### Dataset records ###

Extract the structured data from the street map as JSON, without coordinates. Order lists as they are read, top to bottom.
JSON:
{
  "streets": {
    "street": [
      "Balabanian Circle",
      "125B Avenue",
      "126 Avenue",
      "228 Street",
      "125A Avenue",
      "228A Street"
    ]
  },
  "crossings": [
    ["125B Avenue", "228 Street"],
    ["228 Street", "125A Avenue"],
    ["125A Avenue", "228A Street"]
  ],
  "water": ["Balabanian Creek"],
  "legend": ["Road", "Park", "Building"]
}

###

**Problem to work on**: Print every line you see above, exactly as written.

**Answer box**:
Extract the structured data from the street map as JSON, without coordinates. Order lists as they are read, top to bottom.
JSON:
{
  "streets": {
    "street": [
      "Balabanian Circle",
      "125B Avenue",
      "126 Avenue",
      "228 Street",
      "125A Avenue",
      "228A Street"
    ]
  },
  "crossings": [
    ["125B Avenue", "228 Street"],
    ["228 Street", "125A Avenue"],
    ["125A Avenue", "228A Street"]
  ],
  "water": ["Balabanian Creek"],
  "legend": ["Road", "Park", "Building"]
}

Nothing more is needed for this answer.